The waters of Cardigan Bay roll over Sarn Badrig,
but that foul ground comes dry last Quarter Ebb
resulting in an abundance of vessels lost.
Many centuries ago (shall we say, fifteen?)
this causeway, with its towers and warning bells,
warded Cantref y Gwaelod from the sea.
The encircled land was full and fertile:
hundred-fold cornfields, fattening pastures,
neat orchards of apple, damson, cherry, pear.

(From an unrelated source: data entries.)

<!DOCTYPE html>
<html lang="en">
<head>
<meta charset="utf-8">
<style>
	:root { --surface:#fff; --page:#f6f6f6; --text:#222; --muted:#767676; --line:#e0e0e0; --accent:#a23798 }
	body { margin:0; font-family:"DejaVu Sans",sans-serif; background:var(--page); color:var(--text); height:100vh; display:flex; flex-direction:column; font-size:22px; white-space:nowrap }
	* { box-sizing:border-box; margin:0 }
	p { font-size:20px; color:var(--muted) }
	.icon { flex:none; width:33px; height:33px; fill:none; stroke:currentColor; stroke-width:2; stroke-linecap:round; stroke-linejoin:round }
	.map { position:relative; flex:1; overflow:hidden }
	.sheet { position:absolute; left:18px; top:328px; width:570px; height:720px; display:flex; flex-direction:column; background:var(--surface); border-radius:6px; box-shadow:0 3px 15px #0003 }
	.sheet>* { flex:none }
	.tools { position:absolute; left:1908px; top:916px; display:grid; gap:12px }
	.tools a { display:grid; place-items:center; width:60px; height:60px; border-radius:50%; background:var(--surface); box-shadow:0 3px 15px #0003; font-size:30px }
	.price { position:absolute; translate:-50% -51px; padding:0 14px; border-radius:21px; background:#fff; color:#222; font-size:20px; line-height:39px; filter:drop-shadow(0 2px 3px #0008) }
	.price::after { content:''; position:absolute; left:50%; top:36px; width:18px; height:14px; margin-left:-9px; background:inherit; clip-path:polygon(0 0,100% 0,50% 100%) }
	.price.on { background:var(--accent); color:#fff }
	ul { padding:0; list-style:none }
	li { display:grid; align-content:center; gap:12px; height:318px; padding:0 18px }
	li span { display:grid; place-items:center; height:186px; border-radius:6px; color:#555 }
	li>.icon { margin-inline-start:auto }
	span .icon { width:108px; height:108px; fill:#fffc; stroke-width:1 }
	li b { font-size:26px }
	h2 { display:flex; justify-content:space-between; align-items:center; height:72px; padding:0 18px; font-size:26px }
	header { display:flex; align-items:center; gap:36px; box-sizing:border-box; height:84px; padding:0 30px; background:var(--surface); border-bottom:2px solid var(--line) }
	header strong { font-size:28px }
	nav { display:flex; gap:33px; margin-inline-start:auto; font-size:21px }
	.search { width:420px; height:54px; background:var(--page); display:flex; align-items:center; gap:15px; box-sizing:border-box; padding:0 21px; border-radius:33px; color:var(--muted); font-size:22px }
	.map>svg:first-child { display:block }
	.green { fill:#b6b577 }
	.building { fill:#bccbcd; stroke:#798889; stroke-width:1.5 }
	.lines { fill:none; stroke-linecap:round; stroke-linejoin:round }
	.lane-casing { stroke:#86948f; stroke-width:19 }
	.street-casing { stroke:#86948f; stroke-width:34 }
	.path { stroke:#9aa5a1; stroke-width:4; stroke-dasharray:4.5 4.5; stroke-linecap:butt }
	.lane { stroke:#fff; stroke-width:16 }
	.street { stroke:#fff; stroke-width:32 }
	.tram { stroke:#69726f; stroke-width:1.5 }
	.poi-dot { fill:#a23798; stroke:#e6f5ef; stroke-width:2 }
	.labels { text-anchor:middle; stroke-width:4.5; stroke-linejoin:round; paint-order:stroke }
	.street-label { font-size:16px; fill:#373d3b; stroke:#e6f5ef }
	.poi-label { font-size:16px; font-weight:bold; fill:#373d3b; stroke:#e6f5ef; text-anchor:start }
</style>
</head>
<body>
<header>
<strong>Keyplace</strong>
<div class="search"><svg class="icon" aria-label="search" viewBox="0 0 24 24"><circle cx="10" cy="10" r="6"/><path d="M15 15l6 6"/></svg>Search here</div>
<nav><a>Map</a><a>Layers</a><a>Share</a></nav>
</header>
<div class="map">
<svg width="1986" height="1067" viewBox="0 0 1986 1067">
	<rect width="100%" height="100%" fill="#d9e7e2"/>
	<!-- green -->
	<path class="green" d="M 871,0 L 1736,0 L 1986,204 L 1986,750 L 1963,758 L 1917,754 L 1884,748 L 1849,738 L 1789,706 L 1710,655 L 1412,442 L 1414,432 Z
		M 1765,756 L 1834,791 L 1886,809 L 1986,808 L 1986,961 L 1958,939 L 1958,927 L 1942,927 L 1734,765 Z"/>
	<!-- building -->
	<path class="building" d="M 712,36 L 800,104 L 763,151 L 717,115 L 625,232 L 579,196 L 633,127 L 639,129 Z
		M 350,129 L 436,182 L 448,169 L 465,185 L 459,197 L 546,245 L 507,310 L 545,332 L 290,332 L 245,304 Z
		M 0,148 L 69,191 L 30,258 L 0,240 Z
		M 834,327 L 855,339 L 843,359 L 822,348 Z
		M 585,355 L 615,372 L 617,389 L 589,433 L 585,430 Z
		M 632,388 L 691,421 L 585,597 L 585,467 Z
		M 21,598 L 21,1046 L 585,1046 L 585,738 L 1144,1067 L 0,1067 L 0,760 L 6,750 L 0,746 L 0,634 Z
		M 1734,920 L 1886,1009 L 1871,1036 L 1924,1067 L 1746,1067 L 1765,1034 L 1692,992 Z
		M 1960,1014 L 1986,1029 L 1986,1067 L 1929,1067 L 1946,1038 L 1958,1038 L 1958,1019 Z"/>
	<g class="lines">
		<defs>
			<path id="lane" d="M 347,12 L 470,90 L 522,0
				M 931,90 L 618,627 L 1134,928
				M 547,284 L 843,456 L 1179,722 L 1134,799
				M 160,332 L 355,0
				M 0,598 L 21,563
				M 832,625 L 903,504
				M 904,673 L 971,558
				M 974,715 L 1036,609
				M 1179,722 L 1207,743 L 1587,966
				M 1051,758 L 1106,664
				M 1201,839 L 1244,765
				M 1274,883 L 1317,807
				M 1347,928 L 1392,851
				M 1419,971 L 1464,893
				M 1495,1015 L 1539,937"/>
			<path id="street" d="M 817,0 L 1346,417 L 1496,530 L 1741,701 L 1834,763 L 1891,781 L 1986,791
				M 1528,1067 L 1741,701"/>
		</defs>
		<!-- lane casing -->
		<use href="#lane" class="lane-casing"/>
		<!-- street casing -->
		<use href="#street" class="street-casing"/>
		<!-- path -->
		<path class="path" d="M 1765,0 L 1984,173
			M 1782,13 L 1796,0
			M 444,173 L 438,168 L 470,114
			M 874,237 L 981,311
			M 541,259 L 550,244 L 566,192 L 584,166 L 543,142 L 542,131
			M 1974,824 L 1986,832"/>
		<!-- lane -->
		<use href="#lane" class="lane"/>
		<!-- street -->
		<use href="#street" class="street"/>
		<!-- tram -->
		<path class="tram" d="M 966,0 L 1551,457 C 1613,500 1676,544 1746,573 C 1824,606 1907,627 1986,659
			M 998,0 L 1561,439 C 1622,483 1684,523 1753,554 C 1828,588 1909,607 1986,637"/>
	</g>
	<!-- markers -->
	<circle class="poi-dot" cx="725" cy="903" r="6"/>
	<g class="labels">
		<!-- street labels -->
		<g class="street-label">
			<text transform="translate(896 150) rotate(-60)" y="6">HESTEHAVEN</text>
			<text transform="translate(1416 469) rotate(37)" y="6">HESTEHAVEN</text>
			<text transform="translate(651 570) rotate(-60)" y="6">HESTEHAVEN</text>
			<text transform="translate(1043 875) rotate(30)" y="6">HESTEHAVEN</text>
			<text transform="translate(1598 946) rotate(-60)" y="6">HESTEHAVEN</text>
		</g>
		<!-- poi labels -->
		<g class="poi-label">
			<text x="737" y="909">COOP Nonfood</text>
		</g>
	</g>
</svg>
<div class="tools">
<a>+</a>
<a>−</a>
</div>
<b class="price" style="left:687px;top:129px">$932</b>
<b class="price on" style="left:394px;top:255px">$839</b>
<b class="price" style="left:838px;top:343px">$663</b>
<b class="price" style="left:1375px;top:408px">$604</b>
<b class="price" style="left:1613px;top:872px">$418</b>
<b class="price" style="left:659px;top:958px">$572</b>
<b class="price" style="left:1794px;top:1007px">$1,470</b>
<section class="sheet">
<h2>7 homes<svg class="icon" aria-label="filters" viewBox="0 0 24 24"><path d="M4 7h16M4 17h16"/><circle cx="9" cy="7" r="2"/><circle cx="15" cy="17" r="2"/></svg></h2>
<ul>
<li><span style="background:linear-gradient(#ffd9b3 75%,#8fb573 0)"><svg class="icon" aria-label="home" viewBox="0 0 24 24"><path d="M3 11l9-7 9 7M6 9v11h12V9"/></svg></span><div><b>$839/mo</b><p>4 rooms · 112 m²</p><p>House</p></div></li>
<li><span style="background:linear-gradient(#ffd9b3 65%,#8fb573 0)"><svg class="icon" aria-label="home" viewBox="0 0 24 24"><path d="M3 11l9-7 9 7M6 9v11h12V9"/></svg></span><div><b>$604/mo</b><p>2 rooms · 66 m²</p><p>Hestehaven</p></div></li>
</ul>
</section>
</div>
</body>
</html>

But Seithenyn, warden of the wall
and one-third of Britain’s immortal drunkards,
neglected the sluices, and sent no peals of warning
as the spring flood rang remorseless changes
that split apart the timbers and the stones
until only the causeway and its drowned bells remain.
The fathomed ground took a Genoese vessel;
its seven hundred tons delivered
Carrera marble to the sea-lost fields.
One block breathes beside Abermaw’s harbour;
three carved fishermen the price
of rescue from the swallowed cantref.
The rest wait the return of long-drowned builders
to be cut, carved, and set shining seaward
on fresh-built towers, the ship’s bell free to sound.
Cantref y Gwaelod: a productive, but mythical, area of low land to the west of the current coastline that was lost to flooding as a result of neglect of its protective causeway. Usually translated as the Bottom Hundreds. One third: Welsh triads list things in threes, one triad being the three immortal drunkards of the British Isles.